Overcoming Language Priors with Self-supervised Learning for Visual Question Answering

Authors: Xi Zhu, Zhendong Mao, Chunxiao Liu, Peng Zhang, Bin Wang, Yongdong Zhang

IJCAI 2020 | Conference PDF | Archive PDF | Plain Text | LLM Run Details

Reproducibility Variable Result LLM Response
Research Type Experimental Experimental results show that our method achieves state-of-the-art performance, improving the overall accuracy from 49.50% to 57.59% on the most commonly used benchmark VQA-CP v2.

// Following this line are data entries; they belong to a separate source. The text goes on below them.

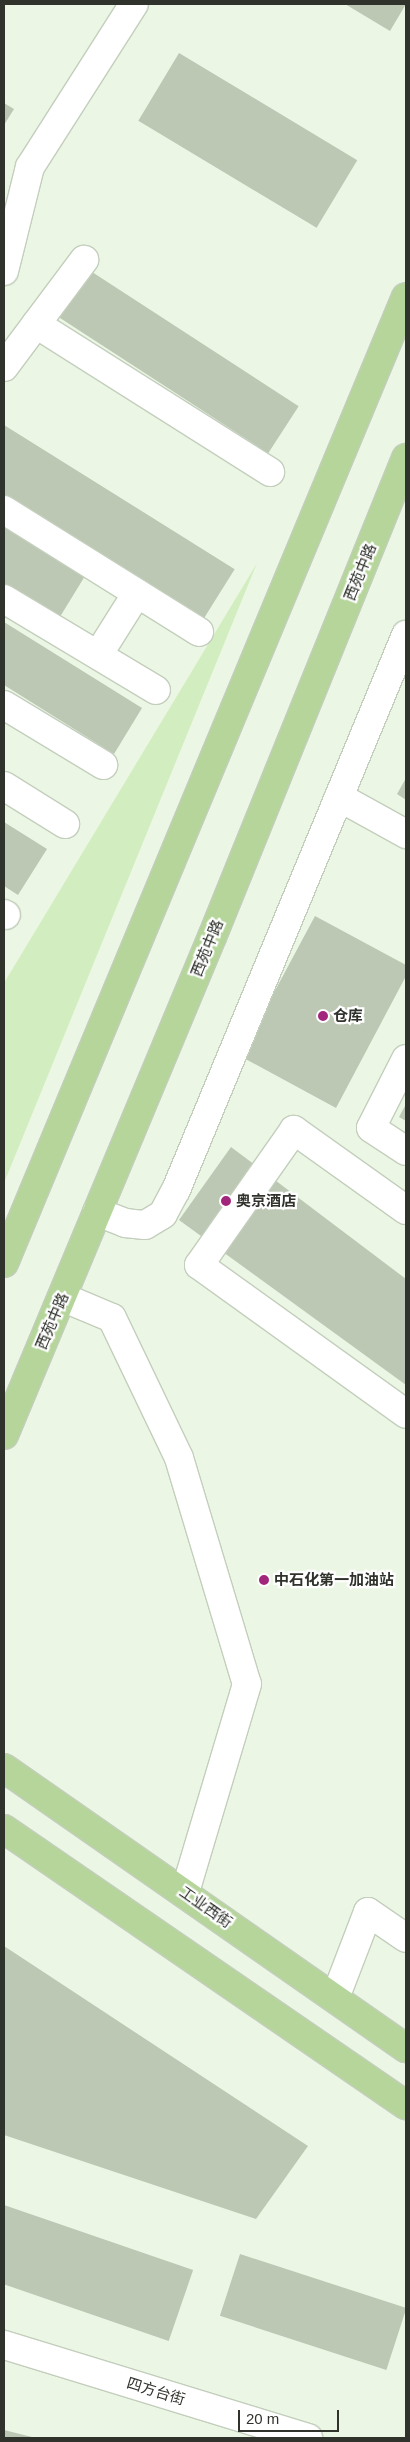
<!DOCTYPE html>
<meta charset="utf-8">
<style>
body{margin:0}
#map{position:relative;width:410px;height:2442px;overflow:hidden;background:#ebf7e4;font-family:Arial,"Noto Sans SC",sans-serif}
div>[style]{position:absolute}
.green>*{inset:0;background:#d2eec0}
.building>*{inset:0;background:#bcc7b4;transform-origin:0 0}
.roads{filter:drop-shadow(1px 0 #c3cebc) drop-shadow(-1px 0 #c3cebc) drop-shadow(0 1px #c3cebc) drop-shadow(0 -1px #c3cebc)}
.minor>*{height:28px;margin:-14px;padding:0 14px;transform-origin:14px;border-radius:14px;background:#fff}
.major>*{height:28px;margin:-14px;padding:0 14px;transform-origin:14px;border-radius:14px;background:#b5d59b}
.dots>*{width:14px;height:14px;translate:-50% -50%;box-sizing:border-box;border:2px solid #fff;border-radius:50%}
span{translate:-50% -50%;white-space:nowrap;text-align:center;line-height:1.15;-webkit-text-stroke:4.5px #fff;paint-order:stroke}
.street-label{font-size:15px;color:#2f332c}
.poi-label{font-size:15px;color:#2f332c;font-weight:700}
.left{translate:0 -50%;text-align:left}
.frame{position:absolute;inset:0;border:5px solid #2f332c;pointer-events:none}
.scale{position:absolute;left:238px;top:2410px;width:101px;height:22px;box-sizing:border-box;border:2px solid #2f332c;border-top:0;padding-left:6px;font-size:15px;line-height:18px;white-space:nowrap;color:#2f332c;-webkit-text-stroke:4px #fff;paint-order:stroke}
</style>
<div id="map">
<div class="green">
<i style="clip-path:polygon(257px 563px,4px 1183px,4px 983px)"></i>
</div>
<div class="building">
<i style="clip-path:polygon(345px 4px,406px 4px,390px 31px)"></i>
<i style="left:179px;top:53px;width:208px;height:79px;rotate:31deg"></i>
<i style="clip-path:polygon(4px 103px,14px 109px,4px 125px)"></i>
<i style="left:89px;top:270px;width:250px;height:56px;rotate:33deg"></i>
<i style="left:4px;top:425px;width:272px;height:63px;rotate:32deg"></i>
<i style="clip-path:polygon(4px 526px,85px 576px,58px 620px,4px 587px)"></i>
<i style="clip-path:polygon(4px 622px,142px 708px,114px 754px,4px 685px)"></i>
<i style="clip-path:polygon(406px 778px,406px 800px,397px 794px)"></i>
<i style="clip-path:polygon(4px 822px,47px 849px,18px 895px,4px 886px)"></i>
<i style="clip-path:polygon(315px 916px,406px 965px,406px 976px,336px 1108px,240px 1056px)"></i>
<i style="clip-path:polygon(406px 1104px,406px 1121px,399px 1117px)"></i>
<i style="clip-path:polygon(231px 1147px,406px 1279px,406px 1385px,179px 1220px)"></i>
<i style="clip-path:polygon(4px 1946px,308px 2146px,256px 2219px,4px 2135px)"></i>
<i style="left:4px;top:2205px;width:200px;height:75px;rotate:19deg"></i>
<i style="left:240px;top:2254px;width:175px;height:65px;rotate:18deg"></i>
<i style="clip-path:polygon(4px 2430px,36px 2438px,4px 2438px)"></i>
</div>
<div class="roads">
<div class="minor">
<i style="left:4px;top:271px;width:107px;rotate:-76deg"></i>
<i style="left:30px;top:167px;width:193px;rotate:-57.5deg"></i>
<i style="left:36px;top:324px;width:277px;rotate:32.3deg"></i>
<i style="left:4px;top:367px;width:134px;rotate:-53.2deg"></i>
<i style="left:4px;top:510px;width:230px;rotate:32deg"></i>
<i style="left:4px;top:599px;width:177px;rotate:30.9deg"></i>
<i style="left:98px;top:655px;width:73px;rotate:-57.8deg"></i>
<i style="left:4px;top:705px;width:116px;rotate:31.2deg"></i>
<i style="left:4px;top:786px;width:72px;rotate:31.9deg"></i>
<i style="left:339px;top:797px;width:77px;rotate:28.9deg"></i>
<i style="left:4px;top:914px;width:2px;rotate:27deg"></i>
<i style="left:406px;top:1059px;width:77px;rotate:116.9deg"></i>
<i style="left:371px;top:1128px;width:42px;rotate:33.3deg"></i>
<i style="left:406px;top:1210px;width:138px;rotate:-144.5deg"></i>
<i style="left:294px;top:1130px;width:165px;rotate:125.1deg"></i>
<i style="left:199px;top:1265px;width:255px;rotate:35.7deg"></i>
<i style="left:97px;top:1212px;width:30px;rotate:21deg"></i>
<i style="left:125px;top:1223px;width:20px;rotate:6deg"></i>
<i style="left:145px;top:1225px;width:21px;rotate:-31deg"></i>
<i style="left:163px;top:1214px;width:27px;rotate:-62deg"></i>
<i style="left:176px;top:1190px;width:601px;rotate:-67.49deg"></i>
<i style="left:62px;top:1297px;width:54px;rotate:22.8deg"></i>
<i style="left:112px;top:1318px;width:155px;rotate:64.4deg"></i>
<i style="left:179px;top:1458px;width:236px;rotate:73.3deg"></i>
<i style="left:247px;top:1684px;width:217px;rotate:106.6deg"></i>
<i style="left:335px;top:1998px;width:92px;rotate:-69deg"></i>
<i style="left:368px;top:1912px;width:46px;rotate:34.4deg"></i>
<i style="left:4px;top:2345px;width:318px;rotate:17deg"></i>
</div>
<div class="major">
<i style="left:4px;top:1263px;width:1046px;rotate:-67.41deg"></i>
<i style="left:4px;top:1435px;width:540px;rotate:-67.33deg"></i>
<i style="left:212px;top:937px;width:517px;rotate:-67.95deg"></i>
<i style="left:4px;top:1768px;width:490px;rotate:34.9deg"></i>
<i style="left:4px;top:1829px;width:488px;rotate:34.5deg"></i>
</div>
</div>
<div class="dots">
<i style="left:323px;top:1016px;background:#a1267c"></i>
<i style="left:226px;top:1201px;background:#a1267c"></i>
<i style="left:264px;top:1580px;background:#a1267c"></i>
</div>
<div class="street-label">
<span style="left:360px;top:572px;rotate:-68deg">西苑中路</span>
<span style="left:207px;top:948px;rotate:-68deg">西苑中路</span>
<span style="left:52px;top:1321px;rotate:-67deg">西苑中路</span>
<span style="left:206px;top:1907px;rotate:35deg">工业西街</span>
<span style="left:156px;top:2391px;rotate:17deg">四方台街</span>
</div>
<div class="poi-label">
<span class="left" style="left:333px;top:1016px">仓库</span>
<span class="left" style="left:236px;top:1201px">奥京酒店</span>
<span class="left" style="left:274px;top:1580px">中石化第一加油站</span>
</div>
<div class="frame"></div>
<div class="scale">20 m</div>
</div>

Researcher Affiliation Collaboration 1Institute of Information Engineering, Chinese Academy of Sciences, Beijing, China 2School of Cyber Security, University of Chinese Academy of Sciences, Beijing, China 3University of Science and Technology of China, Hefei, China 4Xiaomi AI Lab, Xiaomi Inc., Beijing, China
Pseudocode No The paper does not contain structured pseudocode or algorithm blocks.

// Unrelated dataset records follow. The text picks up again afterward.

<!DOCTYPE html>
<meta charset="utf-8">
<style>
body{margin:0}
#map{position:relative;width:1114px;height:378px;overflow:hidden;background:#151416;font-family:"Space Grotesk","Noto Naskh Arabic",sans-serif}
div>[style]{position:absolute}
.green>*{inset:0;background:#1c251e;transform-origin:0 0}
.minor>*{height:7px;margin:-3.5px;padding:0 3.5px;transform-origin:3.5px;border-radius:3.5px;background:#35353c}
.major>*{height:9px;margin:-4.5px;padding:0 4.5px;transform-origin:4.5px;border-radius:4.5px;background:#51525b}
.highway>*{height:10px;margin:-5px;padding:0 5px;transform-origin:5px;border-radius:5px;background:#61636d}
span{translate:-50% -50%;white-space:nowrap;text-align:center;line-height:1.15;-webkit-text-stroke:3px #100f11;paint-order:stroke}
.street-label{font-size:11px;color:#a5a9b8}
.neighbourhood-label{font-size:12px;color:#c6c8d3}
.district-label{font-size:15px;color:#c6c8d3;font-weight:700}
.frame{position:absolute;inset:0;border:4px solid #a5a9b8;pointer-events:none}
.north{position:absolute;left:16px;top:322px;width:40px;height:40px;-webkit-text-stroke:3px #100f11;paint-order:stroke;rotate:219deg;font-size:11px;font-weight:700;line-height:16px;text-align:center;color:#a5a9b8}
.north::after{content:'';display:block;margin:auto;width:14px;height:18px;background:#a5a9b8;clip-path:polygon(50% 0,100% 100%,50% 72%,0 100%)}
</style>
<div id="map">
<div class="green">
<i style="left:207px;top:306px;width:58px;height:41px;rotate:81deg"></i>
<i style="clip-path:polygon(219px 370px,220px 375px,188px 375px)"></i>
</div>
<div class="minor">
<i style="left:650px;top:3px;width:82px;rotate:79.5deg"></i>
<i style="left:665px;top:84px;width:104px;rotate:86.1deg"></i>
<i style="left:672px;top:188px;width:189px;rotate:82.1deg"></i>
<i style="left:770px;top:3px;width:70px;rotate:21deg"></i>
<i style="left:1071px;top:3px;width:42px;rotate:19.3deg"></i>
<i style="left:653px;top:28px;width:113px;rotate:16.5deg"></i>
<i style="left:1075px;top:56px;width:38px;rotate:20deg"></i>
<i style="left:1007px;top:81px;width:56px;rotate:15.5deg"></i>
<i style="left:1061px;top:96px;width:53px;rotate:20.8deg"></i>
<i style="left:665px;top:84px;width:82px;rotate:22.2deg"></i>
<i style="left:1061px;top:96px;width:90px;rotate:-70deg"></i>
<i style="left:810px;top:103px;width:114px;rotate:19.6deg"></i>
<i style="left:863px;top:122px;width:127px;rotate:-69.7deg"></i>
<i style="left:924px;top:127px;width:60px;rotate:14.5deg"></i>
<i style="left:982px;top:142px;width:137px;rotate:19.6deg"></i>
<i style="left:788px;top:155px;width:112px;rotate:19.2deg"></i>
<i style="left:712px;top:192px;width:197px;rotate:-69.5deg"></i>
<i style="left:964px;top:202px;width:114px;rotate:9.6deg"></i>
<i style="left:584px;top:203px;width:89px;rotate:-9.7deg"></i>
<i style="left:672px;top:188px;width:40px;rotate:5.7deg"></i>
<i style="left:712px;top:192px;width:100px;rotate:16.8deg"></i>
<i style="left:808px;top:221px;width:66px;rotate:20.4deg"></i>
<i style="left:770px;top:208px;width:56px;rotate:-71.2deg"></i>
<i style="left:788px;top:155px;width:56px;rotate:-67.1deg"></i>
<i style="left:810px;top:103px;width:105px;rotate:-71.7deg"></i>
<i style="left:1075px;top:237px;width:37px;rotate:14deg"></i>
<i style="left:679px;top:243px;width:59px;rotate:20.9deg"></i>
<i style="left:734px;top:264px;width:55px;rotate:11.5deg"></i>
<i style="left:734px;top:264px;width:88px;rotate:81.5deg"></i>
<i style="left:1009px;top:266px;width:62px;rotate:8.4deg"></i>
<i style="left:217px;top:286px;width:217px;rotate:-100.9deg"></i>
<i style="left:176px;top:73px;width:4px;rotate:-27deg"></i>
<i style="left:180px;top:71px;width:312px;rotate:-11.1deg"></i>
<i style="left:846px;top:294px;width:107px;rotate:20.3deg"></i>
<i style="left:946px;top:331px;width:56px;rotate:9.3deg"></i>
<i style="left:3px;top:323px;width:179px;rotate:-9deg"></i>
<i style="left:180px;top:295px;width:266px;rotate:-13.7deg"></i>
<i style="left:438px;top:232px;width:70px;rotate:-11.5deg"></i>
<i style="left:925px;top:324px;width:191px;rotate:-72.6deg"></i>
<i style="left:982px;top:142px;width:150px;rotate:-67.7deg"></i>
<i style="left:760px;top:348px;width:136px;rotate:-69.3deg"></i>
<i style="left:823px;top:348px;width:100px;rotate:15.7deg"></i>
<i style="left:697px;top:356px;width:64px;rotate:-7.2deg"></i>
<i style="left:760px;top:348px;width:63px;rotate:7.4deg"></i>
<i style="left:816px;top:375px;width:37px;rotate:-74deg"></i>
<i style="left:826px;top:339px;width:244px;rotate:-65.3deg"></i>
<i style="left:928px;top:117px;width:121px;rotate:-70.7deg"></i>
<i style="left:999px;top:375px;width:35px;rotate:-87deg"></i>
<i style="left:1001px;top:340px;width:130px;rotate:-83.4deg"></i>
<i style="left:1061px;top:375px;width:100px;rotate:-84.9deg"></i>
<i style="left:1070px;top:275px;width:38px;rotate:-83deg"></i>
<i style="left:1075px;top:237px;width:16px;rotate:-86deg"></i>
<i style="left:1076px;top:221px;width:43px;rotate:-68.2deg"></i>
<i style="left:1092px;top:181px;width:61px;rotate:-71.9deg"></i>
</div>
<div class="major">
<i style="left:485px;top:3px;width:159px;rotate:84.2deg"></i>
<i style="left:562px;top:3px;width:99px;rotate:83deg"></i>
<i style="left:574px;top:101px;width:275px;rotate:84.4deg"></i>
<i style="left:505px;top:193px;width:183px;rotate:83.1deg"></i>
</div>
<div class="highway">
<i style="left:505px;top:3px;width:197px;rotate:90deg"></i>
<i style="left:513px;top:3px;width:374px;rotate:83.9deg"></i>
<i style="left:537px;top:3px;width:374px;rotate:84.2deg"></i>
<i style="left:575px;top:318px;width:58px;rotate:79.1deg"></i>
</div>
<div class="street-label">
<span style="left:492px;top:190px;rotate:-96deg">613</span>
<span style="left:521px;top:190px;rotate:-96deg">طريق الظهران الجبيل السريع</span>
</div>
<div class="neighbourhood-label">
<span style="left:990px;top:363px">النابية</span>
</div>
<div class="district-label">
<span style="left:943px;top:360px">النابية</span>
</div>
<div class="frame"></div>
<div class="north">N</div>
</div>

Open Source Code Yes Our code is available on Git Hub1. 1https://github.com/Crossmodal Group/SSL-VQA
Open Datasets Yes Our approach is evaluated on the most commonly used benchmark VQA-CP v2 [Agrawal et al., 2018] with the standard evaluation metric [Antol et al., 2015].

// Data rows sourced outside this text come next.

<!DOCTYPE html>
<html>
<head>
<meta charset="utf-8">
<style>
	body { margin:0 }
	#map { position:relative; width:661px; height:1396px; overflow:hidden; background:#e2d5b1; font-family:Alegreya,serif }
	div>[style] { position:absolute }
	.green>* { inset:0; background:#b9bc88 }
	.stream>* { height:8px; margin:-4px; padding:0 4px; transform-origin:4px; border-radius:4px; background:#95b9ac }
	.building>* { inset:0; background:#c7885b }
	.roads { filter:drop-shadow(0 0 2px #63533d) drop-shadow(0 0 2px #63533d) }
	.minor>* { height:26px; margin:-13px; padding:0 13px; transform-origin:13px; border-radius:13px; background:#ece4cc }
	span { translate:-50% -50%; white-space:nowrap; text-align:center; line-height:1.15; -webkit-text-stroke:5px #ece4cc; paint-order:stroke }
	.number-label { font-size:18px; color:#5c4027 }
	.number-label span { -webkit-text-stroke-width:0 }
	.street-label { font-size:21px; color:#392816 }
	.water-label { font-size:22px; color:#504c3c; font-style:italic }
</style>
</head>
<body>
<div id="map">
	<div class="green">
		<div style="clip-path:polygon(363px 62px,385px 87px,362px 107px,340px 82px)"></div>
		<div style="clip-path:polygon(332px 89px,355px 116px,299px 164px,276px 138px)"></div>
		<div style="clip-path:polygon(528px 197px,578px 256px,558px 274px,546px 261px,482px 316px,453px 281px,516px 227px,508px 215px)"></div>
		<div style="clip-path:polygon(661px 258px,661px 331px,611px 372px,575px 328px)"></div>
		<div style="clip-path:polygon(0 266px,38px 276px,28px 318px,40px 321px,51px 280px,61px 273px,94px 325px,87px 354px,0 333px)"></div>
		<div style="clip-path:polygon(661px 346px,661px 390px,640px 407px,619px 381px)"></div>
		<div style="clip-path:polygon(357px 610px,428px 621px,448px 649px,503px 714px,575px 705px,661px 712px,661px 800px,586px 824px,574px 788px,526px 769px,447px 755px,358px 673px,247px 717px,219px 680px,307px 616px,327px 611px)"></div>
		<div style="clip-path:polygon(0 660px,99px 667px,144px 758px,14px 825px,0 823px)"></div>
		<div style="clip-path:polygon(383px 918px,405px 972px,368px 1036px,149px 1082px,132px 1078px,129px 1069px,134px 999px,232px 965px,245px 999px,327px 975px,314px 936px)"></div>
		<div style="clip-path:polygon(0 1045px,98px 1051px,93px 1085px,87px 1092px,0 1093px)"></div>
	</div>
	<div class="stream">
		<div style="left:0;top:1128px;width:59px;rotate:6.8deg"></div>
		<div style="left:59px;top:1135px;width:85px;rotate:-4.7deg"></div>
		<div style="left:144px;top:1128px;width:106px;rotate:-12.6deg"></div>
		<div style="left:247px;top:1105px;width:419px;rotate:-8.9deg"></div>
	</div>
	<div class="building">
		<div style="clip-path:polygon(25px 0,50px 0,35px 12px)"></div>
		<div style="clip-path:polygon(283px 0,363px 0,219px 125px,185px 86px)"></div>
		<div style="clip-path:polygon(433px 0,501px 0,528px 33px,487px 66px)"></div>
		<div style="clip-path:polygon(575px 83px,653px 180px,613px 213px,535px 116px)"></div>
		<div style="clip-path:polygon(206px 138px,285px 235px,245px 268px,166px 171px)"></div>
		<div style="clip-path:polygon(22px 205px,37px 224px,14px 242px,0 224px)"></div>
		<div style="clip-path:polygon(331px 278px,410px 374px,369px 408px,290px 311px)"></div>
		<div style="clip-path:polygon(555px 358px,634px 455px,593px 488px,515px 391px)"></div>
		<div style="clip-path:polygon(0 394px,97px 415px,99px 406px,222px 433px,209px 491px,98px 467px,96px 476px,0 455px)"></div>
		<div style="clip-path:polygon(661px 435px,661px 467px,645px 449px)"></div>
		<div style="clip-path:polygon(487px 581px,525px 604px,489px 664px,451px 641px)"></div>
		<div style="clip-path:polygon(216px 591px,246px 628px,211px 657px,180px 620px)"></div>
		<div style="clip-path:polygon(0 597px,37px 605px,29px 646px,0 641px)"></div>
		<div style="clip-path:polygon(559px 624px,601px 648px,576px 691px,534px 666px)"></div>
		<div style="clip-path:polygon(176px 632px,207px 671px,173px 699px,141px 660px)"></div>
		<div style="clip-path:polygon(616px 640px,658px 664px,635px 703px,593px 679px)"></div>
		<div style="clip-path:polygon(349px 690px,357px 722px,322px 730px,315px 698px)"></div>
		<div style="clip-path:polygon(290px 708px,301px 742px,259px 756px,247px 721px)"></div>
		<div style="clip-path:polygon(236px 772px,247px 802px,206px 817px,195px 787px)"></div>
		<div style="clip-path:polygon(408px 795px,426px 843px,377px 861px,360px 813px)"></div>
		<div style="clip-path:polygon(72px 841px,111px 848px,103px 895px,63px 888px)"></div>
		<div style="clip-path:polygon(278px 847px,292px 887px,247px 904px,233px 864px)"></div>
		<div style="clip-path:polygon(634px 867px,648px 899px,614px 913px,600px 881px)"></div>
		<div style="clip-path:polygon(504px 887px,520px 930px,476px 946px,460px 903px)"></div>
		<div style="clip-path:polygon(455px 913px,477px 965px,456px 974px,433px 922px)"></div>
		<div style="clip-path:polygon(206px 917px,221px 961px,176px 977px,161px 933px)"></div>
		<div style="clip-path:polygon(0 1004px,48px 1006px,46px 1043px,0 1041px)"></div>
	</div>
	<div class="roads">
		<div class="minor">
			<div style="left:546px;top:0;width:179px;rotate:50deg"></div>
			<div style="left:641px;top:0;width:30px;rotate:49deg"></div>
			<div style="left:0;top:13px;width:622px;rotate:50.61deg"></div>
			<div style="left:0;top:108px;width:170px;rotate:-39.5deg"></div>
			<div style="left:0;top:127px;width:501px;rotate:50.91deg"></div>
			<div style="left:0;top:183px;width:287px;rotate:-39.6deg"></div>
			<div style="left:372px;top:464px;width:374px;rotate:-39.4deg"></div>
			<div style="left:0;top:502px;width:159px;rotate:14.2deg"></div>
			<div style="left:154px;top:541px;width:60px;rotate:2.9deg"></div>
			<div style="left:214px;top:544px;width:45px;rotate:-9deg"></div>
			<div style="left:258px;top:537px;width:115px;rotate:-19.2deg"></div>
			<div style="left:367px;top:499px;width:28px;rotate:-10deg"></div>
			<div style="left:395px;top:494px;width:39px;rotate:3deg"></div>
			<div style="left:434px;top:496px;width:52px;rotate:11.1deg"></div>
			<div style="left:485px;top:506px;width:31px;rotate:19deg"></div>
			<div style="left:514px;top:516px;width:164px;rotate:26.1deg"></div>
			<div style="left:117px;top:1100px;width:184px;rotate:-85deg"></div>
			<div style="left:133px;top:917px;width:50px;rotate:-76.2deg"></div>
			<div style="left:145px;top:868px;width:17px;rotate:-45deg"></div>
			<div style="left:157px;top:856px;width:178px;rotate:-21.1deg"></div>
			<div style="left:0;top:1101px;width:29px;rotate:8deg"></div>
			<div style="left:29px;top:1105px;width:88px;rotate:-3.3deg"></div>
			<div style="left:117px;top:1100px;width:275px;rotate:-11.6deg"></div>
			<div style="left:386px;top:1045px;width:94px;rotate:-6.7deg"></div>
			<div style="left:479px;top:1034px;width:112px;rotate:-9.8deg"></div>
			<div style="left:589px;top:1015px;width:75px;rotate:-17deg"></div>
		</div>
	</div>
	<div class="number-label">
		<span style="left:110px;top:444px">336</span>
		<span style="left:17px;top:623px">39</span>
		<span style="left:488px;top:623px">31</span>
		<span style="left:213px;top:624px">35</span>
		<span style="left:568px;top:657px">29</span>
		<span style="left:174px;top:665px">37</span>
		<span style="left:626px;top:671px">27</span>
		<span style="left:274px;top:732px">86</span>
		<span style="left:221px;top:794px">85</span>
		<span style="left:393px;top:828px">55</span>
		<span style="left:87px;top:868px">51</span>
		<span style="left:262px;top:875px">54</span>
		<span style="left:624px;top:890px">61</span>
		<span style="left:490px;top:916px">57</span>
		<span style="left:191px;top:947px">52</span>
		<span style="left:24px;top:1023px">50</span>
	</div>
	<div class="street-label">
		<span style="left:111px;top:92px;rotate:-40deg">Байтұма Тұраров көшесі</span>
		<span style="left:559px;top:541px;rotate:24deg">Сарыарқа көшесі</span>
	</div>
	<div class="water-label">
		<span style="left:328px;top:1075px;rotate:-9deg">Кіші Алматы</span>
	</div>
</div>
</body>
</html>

Dataset Splits Yes The VQA-CP v2 dataset is derived from VQA v2 [Goyal et al., 2017] by reorganizing the train and validation splits, and the Q-A pairs in the training set and test set have different distributions. ... We also evaluate our model on the VQA v2 dataset containing strong biases and report the results on its validation split.
Hardware Specification No The paper does not provide specific hardware details (exact GPU/CPU models, processor types, or memory amounts) used for running its experiments.
Software Dependencies No The paper mentions software components like 'Faster R-CNN', 'Glove embeddings', 'GRU', and 'Adam optimizer' but does not specify their version numbers or the versions of underlying frameworks (e.g., PyTorch, TensorFlow).
Experiment Setup Yes We pre-train the model with the VQA loss for 12 epochs and fine-tune it with the self-supervised loss for 20 epochs. The batch size is 256, and the irrelevant images are randomly selected from mini-batches. The Adam optimizer is adopted with the initial learning rate of 0.001 which is halved every 5 epochs after 10 epochs. We evaluate our approach with different VQA losses in our main experiment, setting α = 3 for multi-label VQA loss and α = 1.2 for cross-entropy VQA loss.